Activity >> Find how many lines in the entries below carry the word "overflow" and answer with only that figure.

Data supplied >>
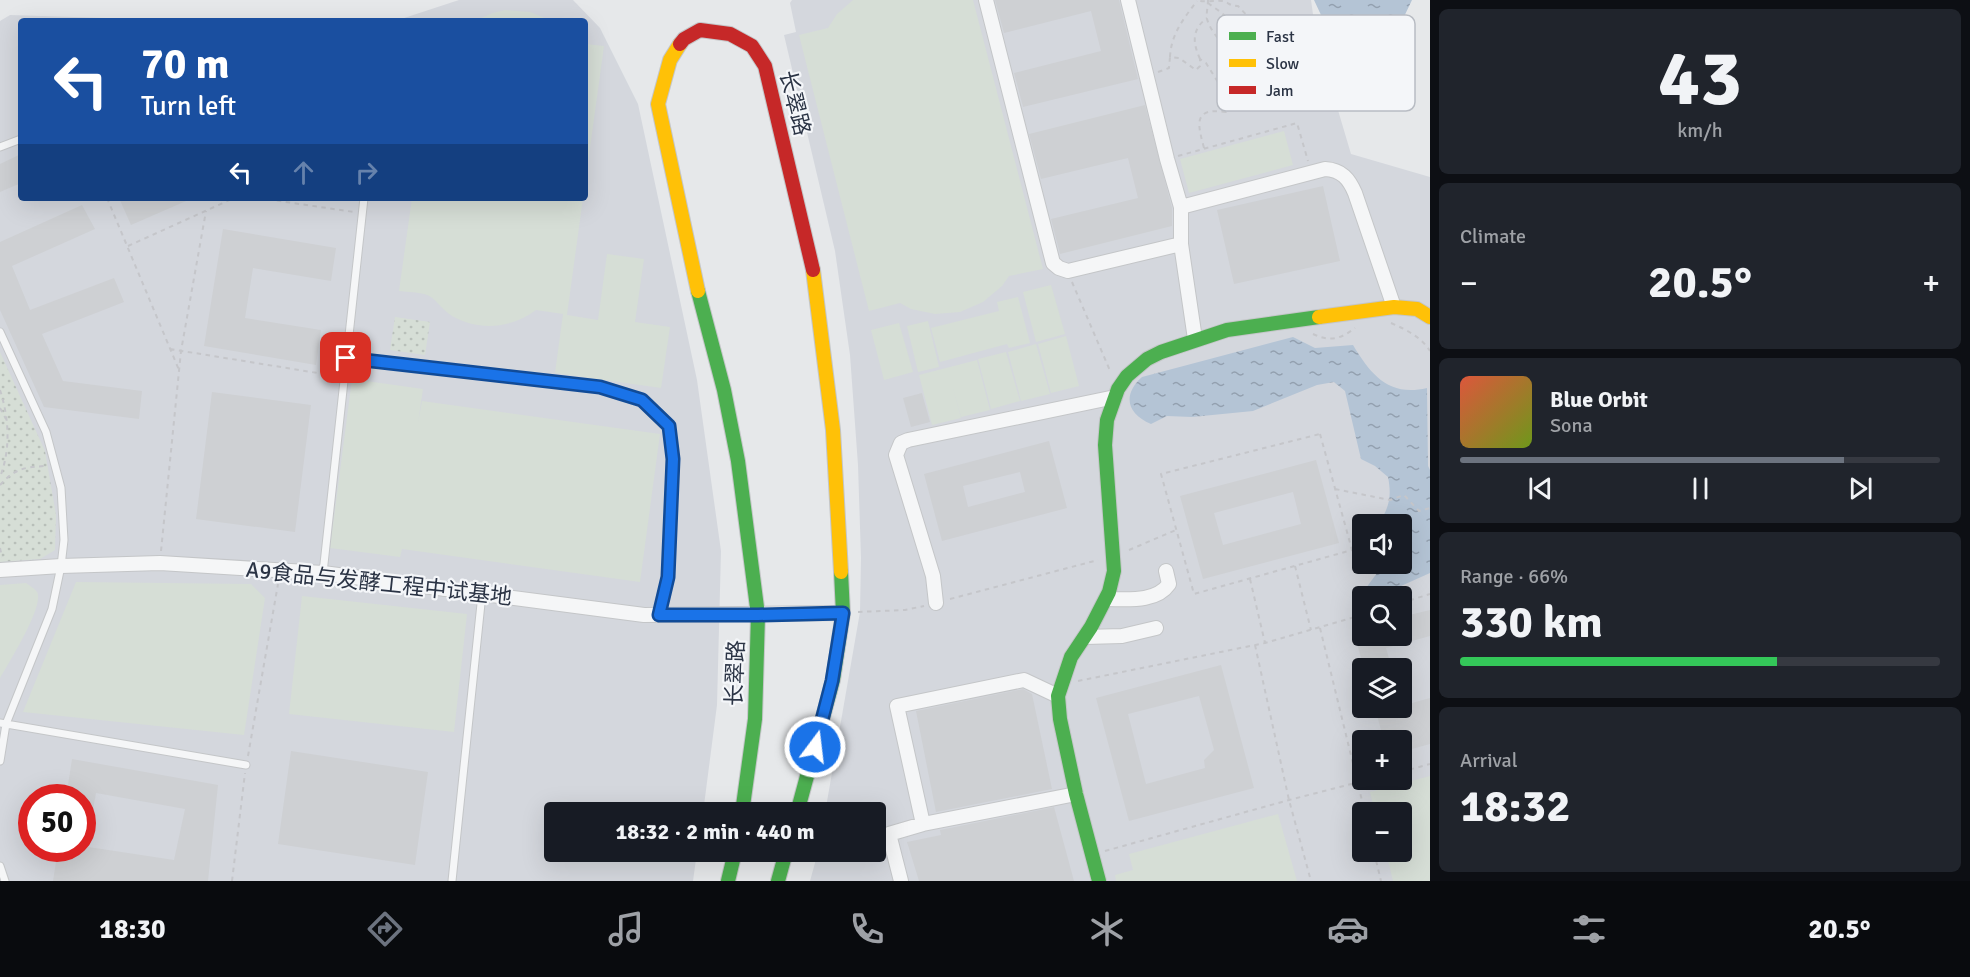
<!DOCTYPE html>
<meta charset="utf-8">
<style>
:root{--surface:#171b24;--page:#20242c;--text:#f1f3f6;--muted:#9ea1a6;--line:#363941;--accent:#6c737f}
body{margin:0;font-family:Signika,"Noto Sans SC",sans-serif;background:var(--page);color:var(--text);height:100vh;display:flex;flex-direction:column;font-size:22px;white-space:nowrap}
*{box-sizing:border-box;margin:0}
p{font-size:20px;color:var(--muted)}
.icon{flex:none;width:33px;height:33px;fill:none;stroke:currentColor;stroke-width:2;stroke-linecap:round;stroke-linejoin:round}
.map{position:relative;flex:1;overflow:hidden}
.drawer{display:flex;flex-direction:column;gap:9px;padding:9px;background:#0d0f14;width:540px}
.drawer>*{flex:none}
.banner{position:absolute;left:18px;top:18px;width:570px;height:183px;border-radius:6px;box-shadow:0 6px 24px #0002;background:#1a4fa0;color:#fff;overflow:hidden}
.fabs{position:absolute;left:1352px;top:514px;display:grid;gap:12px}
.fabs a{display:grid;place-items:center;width:60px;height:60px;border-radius:6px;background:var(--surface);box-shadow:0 6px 24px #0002;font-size:30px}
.speed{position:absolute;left:18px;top:784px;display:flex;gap:12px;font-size:30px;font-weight:700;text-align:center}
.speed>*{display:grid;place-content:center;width:78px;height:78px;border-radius:50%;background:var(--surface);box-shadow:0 6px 24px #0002;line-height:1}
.speed .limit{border:9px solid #d22;background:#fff;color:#111}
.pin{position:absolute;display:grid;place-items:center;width:51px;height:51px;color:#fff;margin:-26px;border-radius:12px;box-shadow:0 3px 9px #0006}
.me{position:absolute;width:66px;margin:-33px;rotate:15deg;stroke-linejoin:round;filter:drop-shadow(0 0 4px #0008)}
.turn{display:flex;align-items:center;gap:21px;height:126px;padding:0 24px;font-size:27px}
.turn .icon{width:78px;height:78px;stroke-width:2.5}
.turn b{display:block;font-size:42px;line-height:51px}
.lanes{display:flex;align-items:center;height:57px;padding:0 24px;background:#0003;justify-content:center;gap:30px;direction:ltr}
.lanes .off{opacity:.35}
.big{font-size:45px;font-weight:800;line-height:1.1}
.drawer .tile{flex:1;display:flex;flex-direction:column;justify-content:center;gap:9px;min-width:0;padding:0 21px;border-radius:9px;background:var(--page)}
.drawer .dial{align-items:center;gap:0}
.dial b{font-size:78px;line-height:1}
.song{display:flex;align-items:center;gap:18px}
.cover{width:72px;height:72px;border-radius:9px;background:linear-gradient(135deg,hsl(10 70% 55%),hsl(80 70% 35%))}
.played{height:6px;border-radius:3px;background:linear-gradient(90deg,var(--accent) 80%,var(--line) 80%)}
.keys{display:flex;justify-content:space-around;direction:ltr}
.heat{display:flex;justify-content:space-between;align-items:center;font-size:33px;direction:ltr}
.charge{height:9px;border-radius:4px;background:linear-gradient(90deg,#34c759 66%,var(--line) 0)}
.trip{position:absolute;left:544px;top:802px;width:342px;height:60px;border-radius:6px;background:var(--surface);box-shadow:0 6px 24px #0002;font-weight:800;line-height:60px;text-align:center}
.tab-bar{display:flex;height:96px;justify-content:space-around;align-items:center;background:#090b0e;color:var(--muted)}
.tab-bar .icon{width:42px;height:42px}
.tab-bar .selected{color:var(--accent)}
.tab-bar b{font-size:27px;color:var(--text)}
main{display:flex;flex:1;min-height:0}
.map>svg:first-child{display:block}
.built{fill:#d4d7dd;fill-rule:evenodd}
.grass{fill:#d6ded6}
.park{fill:url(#park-dots)}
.water{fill:url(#water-ripples)}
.building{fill:#ced0d3;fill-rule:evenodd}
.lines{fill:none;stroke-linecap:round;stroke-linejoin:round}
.lane-casing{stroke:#c4c6c8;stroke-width:9}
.street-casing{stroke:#c4c6c8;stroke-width:16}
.fast-casing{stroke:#c4c6c8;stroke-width:16}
.slow-casing{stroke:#c4c6c8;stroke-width:16}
.jam-casing{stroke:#c4c6c8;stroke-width:16}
.path{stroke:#c5c6ca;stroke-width:2;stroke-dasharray:4.5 4.5;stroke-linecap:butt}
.lane{stroke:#f5f6f7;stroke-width:7}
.street{stroke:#f5f6f7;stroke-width:14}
.fast{stroke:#4caf50;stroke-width:14}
.slow{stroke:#ffc107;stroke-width:14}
.jam{stroke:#c62828;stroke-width:14}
.route-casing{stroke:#114b97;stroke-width:15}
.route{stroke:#1a73e8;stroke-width:10}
.labels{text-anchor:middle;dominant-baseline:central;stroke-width:4.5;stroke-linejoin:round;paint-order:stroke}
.street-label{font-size:22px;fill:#2b3445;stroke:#f4f6f9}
.key{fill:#f4f6f9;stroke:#b8bcc3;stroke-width:1.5}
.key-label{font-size:16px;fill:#2b3445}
</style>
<main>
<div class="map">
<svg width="1430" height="881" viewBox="0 0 1430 881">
<defs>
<pattern id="park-dots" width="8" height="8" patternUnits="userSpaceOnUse" patternTransform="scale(1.5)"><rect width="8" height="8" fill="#d6ded6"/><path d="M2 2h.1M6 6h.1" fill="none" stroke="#b8bfb9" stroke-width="1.8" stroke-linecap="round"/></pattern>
<pattern id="water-ripples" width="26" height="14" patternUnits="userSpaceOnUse" patternTransform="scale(1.5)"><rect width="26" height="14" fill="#b4c4d5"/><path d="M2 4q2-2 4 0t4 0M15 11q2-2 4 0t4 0" fill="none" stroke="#93a0af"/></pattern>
</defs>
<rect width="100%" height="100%" fill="#e6e8ea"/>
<path class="built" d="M459,0h114l27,28 38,76 59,276 24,171 -4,154 -14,108h-148v39h142l-4,29h-693v-860l10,-6 191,6h-180v177h564v-177h-190zM32,798h50v51h-50z
M792,0h519l5,36 35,118 79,23v704h-620l8,-29h58v-39h-51l35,-201 1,-54 -3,-93 -8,-110 -15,-104 -51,-216 12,-3 -6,-29zM1362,525h39v39h-39zM1362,597h39v39h-39zM1362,669h39v39h-39zM1362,741h39v39h-39zM1362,813h39v39h-39z"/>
<path class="grass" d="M853,0h120l70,269 -34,7 -7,10 -19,16 -23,10 -25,2 -24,-5 -11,-6 -31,8 -70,-276 29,-7 9,-14z
M505,10l25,2 22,9h-78l19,-8z
M585,44l19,2 -19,138z
M1284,131l9,34 -104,28 -9,-34z
M412,198h171l-16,117 31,5 9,-66 37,5 -9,63 35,5 -9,61 -106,-15 8,-59 -27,-4c-25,19 -58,21 -84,6 -9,-6 -14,-14 -21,-19 -7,-5 -24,-5 -32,-6z
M1051,285l14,49 -29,8 -13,-50z
M1018,297l12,46 -21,5 -2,-4 -67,18 -9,-34 68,-17 -2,-9z
M928,321l11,46 -21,5 -11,-46z
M899,323l14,49 -29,8 -13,-50z
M1066,336l13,50 -28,7 -13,-49z
M1036,344l14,50 -29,7 -13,-49z
M1006,352l14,49 -29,8 -13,-50z
M977,360l13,50 -29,7 -9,-32 9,33 -29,7 -13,-50z
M352,379l71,10 -5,34 4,-22 238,33 -20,148 -238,-33 -2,8 -70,-9z
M76,582l175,2 14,14 -21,137 -221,-23z
M26,583c3,2 9,6 11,9 8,13 -29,72 -37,86v-93z
M302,596l165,18 -13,118 -165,-18z
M1430,776v105h-37l-7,-29h15v-39h-26l-5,-21z
M1278,814l19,67h-181l-1,-6 18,-5 -4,-16z"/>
<path class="park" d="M395,317l35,5 -5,33 -35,-5z
M0,352l45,99 11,64 -1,35 -15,9 -40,3z"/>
<path class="water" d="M1314,0h98l-11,23 -13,7 -39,8 -28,-23z
M1293,337l22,11 38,-3c18,30 36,52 74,43l1,78 2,4v103l-29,13 -33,4 -2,-2 14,-19 2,-5h19v-39h-23c11,-17 14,-28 10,-48l-13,-11 -14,-7 -16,-68 -11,-9 -17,3 -64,26 -61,6 -25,-1 -16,8c-24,-10 -29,-29 -9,-47z"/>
<path class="building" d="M995,0h124l19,79 -115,28 -9,-34 87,-22 -10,-40 -87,22z
M1145,105l27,103v18l-112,28 -9,-35 87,-21 -10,-40 -87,21 -12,-45z
M21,154v29l-21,9v-28z
M1323,186l17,75 -106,23 -17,-74z
M119,198h74l-62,27z
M82,205l13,24 -83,37 18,44 84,-32 10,24 -82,32 21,47 79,10 -3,28 -95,-12 -44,-97v-68z
M223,229l113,19 -5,33 -78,-13 -8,50 76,12 -5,35 -112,-19z
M212,392l99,13 -16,127 -99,-13z
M922,393l8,29 -19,5 -8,-29z
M1049,441l18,67 -125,33 -18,-67zM1020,472l5,20 -57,15 -5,-21z
M1316,460l23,83 -136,36 -23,-83zM1293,492l8,32 -78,21 -9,-32z
M1430,610v26l-44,12 6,21h-28l-9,-33h46v-19z
M1221,665l33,123 -125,33 -33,-123zM1199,696l15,54 -10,10 1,8 -59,16 -18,-70z
M1023,689l9,5 20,95 -116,23 -20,-101z
M1430,698v46l-29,8v-11h-17l-9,-33h26v-2z
M291,751l137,21 -13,93 -137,-21z
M72,759l146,26 -10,96h-155l5,-32h24v-3l92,14 11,-51 -89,-16 -8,45h-6v-40h-16z
M1054,807l20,74h-155l-12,-39 34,-7 -1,-5z"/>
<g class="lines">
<g class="lane-casing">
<path id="lane" d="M0,147l21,-8
M0,332l46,100 15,56 3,52 -3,26 -9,43 -46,115 -6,37
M346,358l254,29 42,13 27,26 4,33 -5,118 -9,38
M323,573l41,-375
M0,723l246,42
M0,866l5,15
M452,881l30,-287"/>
</g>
<g class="street-casing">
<path id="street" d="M986,0l67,263 6,5 9,3 113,-27
M1128,0l39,159 14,48 144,-38c17,1 24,10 30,24l39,114
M1181,207v37l14,95
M0,570l61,-4 99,-3 163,10 321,42 199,-2
M1106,599c20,0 50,4 63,-15l-3,-13
M936,603l-3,-27 -37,-121 5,-12 7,-3 207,-43
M1085,637l37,-1 34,-8
M923,824l153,-30
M901,881l-12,-47 34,-10 -26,-118 127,-26 34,16"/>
</g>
<g class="fast-casing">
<path id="fast" d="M698,291l26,99 14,71 20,154 -3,104 -13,94
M797,813l36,-133 10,-67 -2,-41
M728,881l7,-29
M778,881l8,-29
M1099,881l-23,-87 -16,-75 -2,-23 13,-39 20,-30 18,-35 5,-21 -9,-126 2,-25 11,-31 9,-13 20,-17 14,-7 66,-22 92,-13"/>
</g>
<g class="slow-casing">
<path id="slow" d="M680,44l-10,16 -12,44 40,187
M813,270l20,160 8,142
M1319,317l75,-10 23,2 13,8"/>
</g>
<g class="jam-casing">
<path id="jam" d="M680,44l4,-5 16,-9 30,4 22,12 13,20 48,204"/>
</g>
<path class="path" d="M1208,0c0,6 -2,14 -1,19 6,19 23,32 39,43
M1208,3c5,4 12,8 16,12 11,12 7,27 23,39
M1170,57c1,-23 14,-39 27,-56
M1200,59c-7,-16 -9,-29 7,-41
M1158,72l11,-4 1,-11 9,1 17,12 4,-4v-7l6,4 15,24 17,-15 8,-10 5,-22 4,-9 -2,-9 -15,-16c-8,0 -9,-3 -15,-5 -9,-1 -19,2 -27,-1
M1204,148c-6,-23 -12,-41 22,-36l3,-12 -8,-13
M1178,156l119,-33 11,38
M107,198l72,172
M259,198l95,14
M128,246l106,-48
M1072,282l39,91
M1391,323c16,7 30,14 39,28
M1313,334c17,8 28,5 42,-6
M170,349l166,27
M0,390c9,28 11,59 0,87
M0,408l6,11
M1320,434l32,116 -158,44 -33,-120z
M0,485c15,-17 26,-18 46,-19
M1335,489l55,11 14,-5 15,16 11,-3
M0,548l2,9
M1129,550l47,-20
M161,551l20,-200 25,-140
M1295,566l16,64
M1250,579l15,64
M950,599l148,-39
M1401,603l29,-9
M858,612l47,-2 19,-4
M1320,628l45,185
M1255,645l34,155 22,81
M1078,681l187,-38 97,-28
M248,756l30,-172
M1401,772l29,-8
M1105,851l184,-51 78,-20
M1374,852l7,29
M232,881l13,-108"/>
<use href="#lane" class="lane"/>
<use href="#street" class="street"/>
<use href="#fast" class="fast"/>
<use href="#slow" class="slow"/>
<use href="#jam" class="jam"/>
</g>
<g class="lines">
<g class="route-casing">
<path id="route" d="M346,358l254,29 42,13 27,26 4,33 -5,118 -9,38h99l85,-2 -11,68 -17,66"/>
</g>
<use href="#route" class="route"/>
</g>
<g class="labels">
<g class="street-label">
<text transform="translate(795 103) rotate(76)">长翠路</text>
<text transform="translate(379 583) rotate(6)">A9食品与发酵工程中试基地</text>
<text transform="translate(735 673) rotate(-88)">长翠路</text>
</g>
</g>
<rect x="1217" y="15" width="198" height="96" rx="9" class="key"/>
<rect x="1229" y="32" width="27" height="8" fill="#4caf50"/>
<rect x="1229" y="59" width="27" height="8" fill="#ffc107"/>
<rect x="1229" y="86" width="27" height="8" fill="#c62828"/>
<g class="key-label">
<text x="1266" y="42">Fast</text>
<text x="1266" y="69">Slow</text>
<text x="1266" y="96">Jam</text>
</g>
</svg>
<div class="fabs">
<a><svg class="icon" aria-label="sound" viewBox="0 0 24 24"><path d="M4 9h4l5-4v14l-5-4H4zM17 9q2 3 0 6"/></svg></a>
<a><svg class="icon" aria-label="search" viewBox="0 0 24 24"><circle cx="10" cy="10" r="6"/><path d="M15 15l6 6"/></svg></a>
<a><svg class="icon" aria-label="layers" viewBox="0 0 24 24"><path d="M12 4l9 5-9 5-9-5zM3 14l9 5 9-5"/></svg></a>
<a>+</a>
<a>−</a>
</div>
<div class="speed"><div class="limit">50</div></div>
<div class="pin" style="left:346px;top:358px;background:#d93025"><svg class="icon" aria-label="arrive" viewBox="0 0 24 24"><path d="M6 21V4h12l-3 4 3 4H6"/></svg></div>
<svg class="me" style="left:815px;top:747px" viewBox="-20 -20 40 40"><circle r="17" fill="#1a73e8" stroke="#fff" stroke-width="3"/><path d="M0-11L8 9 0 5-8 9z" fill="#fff"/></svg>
<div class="trip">18:32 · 2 min · 440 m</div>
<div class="banner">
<div class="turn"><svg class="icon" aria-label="left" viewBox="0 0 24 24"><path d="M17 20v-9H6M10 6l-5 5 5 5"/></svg><div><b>70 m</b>Turn left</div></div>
<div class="lanes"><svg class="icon" aria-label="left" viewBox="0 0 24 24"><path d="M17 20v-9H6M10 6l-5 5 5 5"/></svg><svg class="icon off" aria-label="ahead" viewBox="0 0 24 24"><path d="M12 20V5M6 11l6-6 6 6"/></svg><svg class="icon off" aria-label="right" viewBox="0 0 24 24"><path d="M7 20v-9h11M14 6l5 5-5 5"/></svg></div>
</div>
</div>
<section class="drawer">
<div class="tile dial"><b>43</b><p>km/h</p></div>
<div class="tile"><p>Climate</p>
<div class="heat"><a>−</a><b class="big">20.5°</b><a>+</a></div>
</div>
<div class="tile">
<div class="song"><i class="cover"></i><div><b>Blue Orbit</b><p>Sona</p></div></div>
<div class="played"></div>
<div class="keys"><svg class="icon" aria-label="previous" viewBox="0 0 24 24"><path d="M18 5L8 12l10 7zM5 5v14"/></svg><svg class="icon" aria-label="pause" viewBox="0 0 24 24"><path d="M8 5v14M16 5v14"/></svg><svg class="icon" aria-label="next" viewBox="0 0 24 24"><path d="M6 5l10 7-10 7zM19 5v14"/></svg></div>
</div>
<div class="tile"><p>Range · 66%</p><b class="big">330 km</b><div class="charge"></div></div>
<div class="tile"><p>Arrival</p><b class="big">18:32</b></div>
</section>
</main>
<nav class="tab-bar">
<b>18:30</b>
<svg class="icon selected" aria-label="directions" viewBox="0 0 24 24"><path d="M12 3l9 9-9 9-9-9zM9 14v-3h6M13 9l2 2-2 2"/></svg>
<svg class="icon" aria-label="music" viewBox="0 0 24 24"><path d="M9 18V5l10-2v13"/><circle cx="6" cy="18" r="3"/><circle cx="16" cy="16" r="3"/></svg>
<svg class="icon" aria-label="phone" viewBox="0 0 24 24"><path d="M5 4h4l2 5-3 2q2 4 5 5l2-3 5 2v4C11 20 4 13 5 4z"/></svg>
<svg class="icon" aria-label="climate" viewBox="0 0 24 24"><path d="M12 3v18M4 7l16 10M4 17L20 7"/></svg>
<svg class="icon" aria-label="car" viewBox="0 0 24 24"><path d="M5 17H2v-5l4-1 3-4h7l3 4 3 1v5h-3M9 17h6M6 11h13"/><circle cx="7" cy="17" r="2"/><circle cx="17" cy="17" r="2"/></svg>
<svg class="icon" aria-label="filters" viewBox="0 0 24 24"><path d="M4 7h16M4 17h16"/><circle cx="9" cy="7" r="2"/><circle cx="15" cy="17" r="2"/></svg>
<b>20.5°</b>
</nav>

Solution to this problem >> 2